2. It’s not just the inevitable political fallout of the donation that’s troubling. What’s even more disconcerting is that our campaign finance system allows a single individual to make such an obscenely large political donation in the first place. It doesn’t matter what groups or causes they are championing, even if they happen to be ones that we agree with. At the end of the day, ultra-wealthy people like us should not be allowed to use our wealth to warp elections and politics in our preferred direction and, in the process, effectively drown out the voices and demands of everyone else in the country.

3. To make matters even worse, Seid was able to make this enormous donation with complete anonymity. As crazy as it sounds, we probably would never have known about Seid’s donation were it not for an insider tip-off to the Times! There’s a reason why the Marble Freedom Trust and organizations like it are called “dark money” groups: they can spend billions upon billions in our elections and politics without ever having to disclose their donors, leaving voters in the “dark” as to who is really pulling the strings.

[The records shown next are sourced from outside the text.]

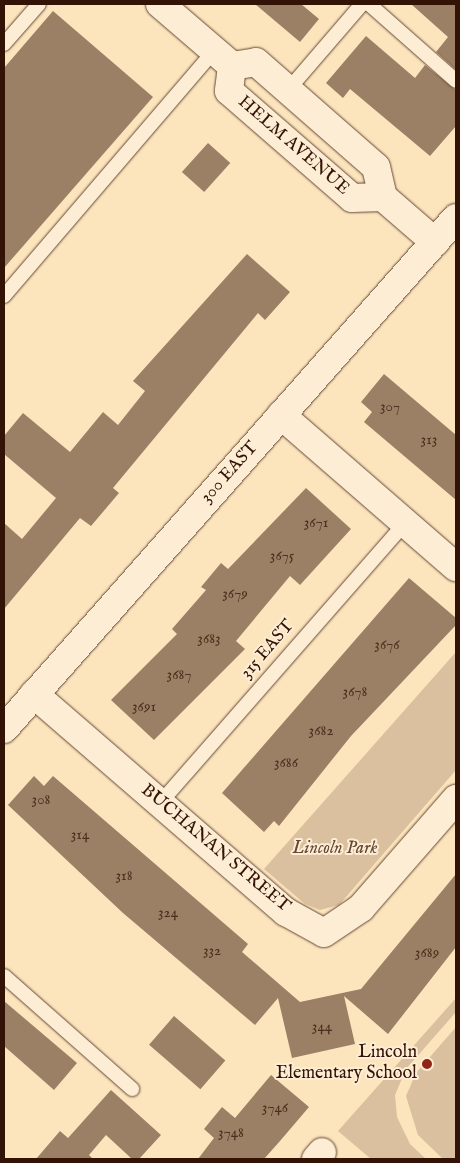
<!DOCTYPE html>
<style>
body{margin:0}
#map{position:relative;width:460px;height:1163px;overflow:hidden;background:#fce4bd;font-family:"IM FELL English",serif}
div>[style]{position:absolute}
.green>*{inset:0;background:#dac09e}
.building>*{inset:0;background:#9b8065;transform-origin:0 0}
.roads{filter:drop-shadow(0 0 1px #644734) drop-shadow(0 0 1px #644734)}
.lane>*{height:14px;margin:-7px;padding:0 7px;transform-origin:7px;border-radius:7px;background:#fdedd4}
.street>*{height:28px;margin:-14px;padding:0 14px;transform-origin:14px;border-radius:14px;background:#fdedd4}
.secondary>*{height:28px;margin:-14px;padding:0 14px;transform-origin:14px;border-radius:14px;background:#fdedd4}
.dots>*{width:14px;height:14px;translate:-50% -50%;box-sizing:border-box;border:2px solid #fdedd4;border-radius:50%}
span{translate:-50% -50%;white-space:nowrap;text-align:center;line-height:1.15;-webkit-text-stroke:4px #fdedd4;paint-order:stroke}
.number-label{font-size:15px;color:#4c2e1e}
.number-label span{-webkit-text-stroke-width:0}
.street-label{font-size:18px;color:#321306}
.park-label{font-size:18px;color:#644734;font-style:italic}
.poi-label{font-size:18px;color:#321306}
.right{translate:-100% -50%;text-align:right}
.frame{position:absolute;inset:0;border:5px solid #321306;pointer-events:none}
</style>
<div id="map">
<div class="green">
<i style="clip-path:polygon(456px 652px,456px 770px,339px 905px,320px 910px,305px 904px,264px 869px)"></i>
<i style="clip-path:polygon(456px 998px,456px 1012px,406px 1069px,395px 1095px,397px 1117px,410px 1144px,426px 1159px,371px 1159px,338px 1131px)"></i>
<i style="clip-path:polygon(456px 1027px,456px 1159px,443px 1159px,418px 1135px,406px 1096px,416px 1073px)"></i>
</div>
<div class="building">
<i style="clip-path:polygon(255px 4px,301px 4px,319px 19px,300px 42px)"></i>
<i style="clip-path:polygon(411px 4px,456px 4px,456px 70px,436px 52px,448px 37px)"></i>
<i style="clip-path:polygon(53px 11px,153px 97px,4px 268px,4px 68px)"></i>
<i style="clip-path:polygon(366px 36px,415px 78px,425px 65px,456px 90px,456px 126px,430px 156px,350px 89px,343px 98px,326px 83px)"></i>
<i style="left:208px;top:143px;width:30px;height:39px;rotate:42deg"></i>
<i style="clip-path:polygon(247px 254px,290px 292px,265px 320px,258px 313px,113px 488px,119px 493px,91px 526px,80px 518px,4px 609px,4px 523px,22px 539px,56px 498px,4px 454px,4px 436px,23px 413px,70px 452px,103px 412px,118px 425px,145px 391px,133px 381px)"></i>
<i style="clip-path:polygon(384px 374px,456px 435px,456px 500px,364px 422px,372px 412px,361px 402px)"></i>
<i style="clip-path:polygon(306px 488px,351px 529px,300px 585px,290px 576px,236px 641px,245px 649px,154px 740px,111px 700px,177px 634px,172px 629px,206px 590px,201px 587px,221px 563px,228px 569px)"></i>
<i style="clip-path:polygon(409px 578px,456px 618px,456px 625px,351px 736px,279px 826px,274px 821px,264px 832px,222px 793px)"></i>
<i style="clip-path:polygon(34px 776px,44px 786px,53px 776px,248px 944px,242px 952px,300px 1002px,361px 989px,456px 874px,456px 947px,388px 1034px,344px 996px,355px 1044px,292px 1058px,278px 998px,255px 1025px,123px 913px,8px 805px)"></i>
<i style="clip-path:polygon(4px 1001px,77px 1063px,54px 1090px,4px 1046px)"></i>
<i style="left:174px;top:1016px;width:68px;height:38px;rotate:41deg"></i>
<i style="clip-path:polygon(271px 1075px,309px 1107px,280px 1141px,264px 1159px,198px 1159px,214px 1138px,204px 1129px,222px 1107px,235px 1118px)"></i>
<i style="clip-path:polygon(111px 1090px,161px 1135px,139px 1159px,132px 1159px,106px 1135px,89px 1155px,93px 1159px,36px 1159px,60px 1131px,68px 1138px)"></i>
</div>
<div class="roads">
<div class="lane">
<i style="left:369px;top:4px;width:116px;rotate:41.5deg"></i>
<i style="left:4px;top:44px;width:53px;rotate:-48.8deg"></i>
<i style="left:288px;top:90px;width:113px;rotate:-49.3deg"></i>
<i style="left:4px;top:296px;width:323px;rotate:-49.4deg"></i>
<i style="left:160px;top:803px;width:372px;rotate:-48.8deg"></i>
<i style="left:4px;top:976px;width:171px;rotate:41.4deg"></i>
</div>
<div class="street">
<i style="left:160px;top:4px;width:95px;rotate:40.7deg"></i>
<i style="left:232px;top:66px;width:24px;rotate:-9deg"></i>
<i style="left:256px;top:62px;width:159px;rotate:41.2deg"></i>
<i style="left:376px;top:167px;width:31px;rotate:77deg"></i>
<i style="left:383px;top:197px;width:69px;rotate:40.9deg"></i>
<i style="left:232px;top:66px;width:25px;rotate:97deg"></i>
<i style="left:229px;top:91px;width:163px;rotate:41deg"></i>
<i style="left:352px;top:198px;width:31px;rotate:-2deg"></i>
<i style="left:281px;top:415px;width:232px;rotate:41deg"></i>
<i style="left:34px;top:694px;width:333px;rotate:40.9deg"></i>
<i style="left:286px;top:912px;width:43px;rotate:28.9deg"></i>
<i style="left:324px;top:933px;width:45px;rotate:-34deg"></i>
<i style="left:361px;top:908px;width:145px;rotate:-48.9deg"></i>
<i style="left:316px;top:1159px;width:9px;rotate:-49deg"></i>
</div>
<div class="secondary">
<i style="left:4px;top:729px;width:682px;rotate:-48.51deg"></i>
</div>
</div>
<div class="dots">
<i style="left:427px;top:1064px;background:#8f2418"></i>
</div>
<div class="number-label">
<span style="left:390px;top:407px">307</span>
<span style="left:429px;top:440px">313</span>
<span style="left:316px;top:523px">3671</span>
<span style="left:282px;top:556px">3675</span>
<span style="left:235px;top:594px">3679</span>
<span style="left:209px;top:639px">3683</span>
<span style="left:387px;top:645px">3676</span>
<span style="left:179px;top:675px">3687</span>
<span style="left:355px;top:692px">3678</span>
<span style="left:144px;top:707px">3691</span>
<span style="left:321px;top:731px">3682</span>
<span style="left:286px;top:763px">3686</span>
<span style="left:41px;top:800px">308</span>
<span style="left:80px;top:835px">314</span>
<span style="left:124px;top:876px">318</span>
<span style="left:168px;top:913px">324</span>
<span style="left:212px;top:951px">332</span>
<span style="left:427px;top:953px">3689</span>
<span style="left:322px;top:1027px">344</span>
<span style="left:275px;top:1108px">3746</span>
<span style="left:231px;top:1133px">3748</span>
</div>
<div class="street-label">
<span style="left:293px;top:146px;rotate:41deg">HELM AVENUE</span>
<span style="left:230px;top:473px;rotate:-48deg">300 EAST</span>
<span style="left:268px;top:650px;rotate:-49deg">315 EAST</span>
<span style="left:215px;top:849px;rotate:40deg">BUCHANAN STREET</span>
</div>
<div class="park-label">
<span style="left:335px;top:849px">Lincoln Park</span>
</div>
<div class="poi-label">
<span class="right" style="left:417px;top:1064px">Lincoln<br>Elementary School</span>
</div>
<div class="frame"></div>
</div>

4. It’s one of the less-covered aspects of this story, but the tax implications of Seid’s gift are particularly appalling. Because Seid gave Tripp Lite’s shares to a tax-exempt nonprofit, he owed no income taxes whatsoever on his gift. Thanks to a loophole in the way gifts to nonprofits are treated, Seid was able to avoid nearly $400 million in capital gains taxes he would have had to pay if he had sold the shares on his own rather than donating them directly to Leo’s organization. Similarly, if he had given his company to an individual – a family member, friend, or even a complete stranger – he would have been required to pay a 40% gift tax. But because it went to a nonprofit, even one that is dedicated to rigging our democracy in favor of the rich and powerful, he didn’t have to pay any gift taxes. In effect, this means that taxpayers actually subsidize political donations such as Seid’s and the ensuing takeover of American democracy by big money interests.

Billionaires want you to believe that nothing can be done to stop them from transforming America into an oligarchy where a few ultra-wealthy people like them call all the shots. But don’t be fooled – a lot can be done to right the ship and win the battle for economic and political justice in America. Nothing about the state of affairs that allowed this massive, anonymous, tax-free gift was inevitable. It took deliberate policy choices to design this system, and deliberate policy choices can fix it.

Congress can work to limit the influence of big money in politics. Among other things, they can pass a constitutional amendment to reverse the 2010 Supreme Court Citizens United ruling (which opened the floodgates to big money), institute stricter limits on campaign contributions from wealthy individuals, and move towards public funding of elections. They could also pass Senator Sheldon Whitehouse’s DISCLOSE Act, which would require dark money groups like the Marble Freedom Trust to disclose their donors.

On the tax front, Congress could pass legislation to tax unrealized capital gains. If capital gains are taxed on a regular basis, it will prevent billionaires like Seid from skirting their tax liabilities through direct stock donations to dark money groups. There are currently several legislative options to choose from in this regard: President Biden’s Billionaire Minimum Income Tax, Representative Bowman’s Babies over Billionaires Act, and Senator Wyden’s Billionaire Income Tax, to name a few. Furthermore, Congress could reform the gift tax to include donations given to politically active nonprofits.

It’s unfortunately too late for our lawmakers to do anything about Seid’s record-setting gift, but it’s not too late to stop the next one. They can save America from the economic and political takeover of the ultra-rich; all it will take is a willingness to stand up to them.